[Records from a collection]
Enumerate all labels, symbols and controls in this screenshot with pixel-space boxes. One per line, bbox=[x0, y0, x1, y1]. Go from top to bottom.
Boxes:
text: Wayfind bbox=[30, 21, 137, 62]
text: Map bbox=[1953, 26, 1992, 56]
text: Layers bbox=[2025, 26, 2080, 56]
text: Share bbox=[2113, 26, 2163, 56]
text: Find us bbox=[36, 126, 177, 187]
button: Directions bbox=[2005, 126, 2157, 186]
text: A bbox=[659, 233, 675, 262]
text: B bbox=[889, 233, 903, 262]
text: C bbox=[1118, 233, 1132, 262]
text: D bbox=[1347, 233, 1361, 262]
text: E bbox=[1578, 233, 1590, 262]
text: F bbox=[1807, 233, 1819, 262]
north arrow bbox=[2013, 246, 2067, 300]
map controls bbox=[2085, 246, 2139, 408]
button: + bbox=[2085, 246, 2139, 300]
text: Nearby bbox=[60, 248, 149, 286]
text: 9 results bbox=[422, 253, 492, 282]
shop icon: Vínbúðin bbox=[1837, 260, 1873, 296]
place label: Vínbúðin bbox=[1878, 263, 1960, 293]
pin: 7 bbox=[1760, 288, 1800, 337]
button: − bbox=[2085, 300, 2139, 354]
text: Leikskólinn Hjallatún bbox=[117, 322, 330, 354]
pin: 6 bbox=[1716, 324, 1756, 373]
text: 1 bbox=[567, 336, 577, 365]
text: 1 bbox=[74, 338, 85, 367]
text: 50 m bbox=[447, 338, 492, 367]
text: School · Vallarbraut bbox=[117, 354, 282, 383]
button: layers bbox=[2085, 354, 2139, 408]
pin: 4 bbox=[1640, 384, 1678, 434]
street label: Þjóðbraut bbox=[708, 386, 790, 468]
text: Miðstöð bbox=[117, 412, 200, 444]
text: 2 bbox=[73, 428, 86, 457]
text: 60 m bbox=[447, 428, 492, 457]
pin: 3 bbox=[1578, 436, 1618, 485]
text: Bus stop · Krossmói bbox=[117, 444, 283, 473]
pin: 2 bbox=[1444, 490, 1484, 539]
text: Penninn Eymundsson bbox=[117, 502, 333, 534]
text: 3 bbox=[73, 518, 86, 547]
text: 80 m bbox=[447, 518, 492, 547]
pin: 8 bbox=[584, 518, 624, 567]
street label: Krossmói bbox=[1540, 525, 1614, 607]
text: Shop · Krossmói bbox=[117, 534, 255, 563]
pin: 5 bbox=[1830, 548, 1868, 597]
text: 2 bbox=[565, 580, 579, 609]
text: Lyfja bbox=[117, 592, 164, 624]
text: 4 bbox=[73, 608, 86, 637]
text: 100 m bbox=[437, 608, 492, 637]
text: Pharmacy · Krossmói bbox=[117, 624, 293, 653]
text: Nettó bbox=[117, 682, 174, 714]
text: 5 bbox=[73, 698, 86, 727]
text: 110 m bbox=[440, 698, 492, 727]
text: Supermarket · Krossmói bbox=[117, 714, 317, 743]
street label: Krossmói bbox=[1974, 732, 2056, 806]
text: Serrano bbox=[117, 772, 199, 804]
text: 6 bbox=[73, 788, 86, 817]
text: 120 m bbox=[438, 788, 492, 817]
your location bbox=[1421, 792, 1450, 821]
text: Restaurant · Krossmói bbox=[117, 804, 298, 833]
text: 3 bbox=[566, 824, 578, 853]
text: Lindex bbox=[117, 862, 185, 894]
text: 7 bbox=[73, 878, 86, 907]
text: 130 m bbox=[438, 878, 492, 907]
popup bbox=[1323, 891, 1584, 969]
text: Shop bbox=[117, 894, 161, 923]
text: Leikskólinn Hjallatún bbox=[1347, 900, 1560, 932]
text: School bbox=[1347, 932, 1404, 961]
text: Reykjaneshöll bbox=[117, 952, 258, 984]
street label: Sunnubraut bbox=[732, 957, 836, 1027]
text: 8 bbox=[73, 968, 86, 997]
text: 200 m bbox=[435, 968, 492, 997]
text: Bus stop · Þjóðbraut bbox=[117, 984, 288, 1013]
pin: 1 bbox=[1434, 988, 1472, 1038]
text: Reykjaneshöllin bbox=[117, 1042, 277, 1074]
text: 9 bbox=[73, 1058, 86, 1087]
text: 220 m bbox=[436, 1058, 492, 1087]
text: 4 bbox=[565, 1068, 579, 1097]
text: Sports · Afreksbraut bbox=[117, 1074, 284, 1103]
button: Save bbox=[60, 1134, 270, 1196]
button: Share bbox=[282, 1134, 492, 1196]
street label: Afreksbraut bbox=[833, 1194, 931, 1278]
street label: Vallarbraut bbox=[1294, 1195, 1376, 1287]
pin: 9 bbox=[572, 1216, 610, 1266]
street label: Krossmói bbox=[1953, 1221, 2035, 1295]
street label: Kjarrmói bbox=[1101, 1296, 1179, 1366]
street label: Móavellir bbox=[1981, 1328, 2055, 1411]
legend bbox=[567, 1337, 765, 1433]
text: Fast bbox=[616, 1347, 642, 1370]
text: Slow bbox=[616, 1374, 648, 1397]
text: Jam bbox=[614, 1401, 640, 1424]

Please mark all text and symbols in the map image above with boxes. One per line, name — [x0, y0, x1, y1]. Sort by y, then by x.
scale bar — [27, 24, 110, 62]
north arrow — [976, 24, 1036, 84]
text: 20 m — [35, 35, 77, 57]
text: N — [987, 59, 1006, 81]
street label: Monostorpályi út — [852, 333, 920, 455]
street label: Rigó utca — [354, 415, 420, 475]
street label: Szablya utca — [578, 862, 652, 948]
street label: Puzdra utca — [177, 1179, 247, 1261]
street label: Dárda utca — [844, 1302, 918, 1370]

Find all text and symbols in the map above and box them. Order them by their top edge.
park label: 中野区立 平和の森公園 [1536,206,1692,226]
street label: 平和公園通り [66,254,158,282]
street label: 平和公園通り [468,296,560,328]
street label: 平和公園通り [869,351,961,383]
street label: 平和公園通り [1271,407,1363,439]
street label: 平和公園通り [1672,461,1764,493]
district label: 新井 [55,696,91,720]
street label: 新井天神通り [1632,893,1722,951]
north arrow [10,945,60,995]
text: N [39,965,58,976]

• What the task asks
If the word "arrow" is on a line above, return that line.

• Written answer
north arrow bbox=[2013, 246, 2067, 300]
north arrow — [976, 24, 1036, 84]
north arrow [10,945,60,995]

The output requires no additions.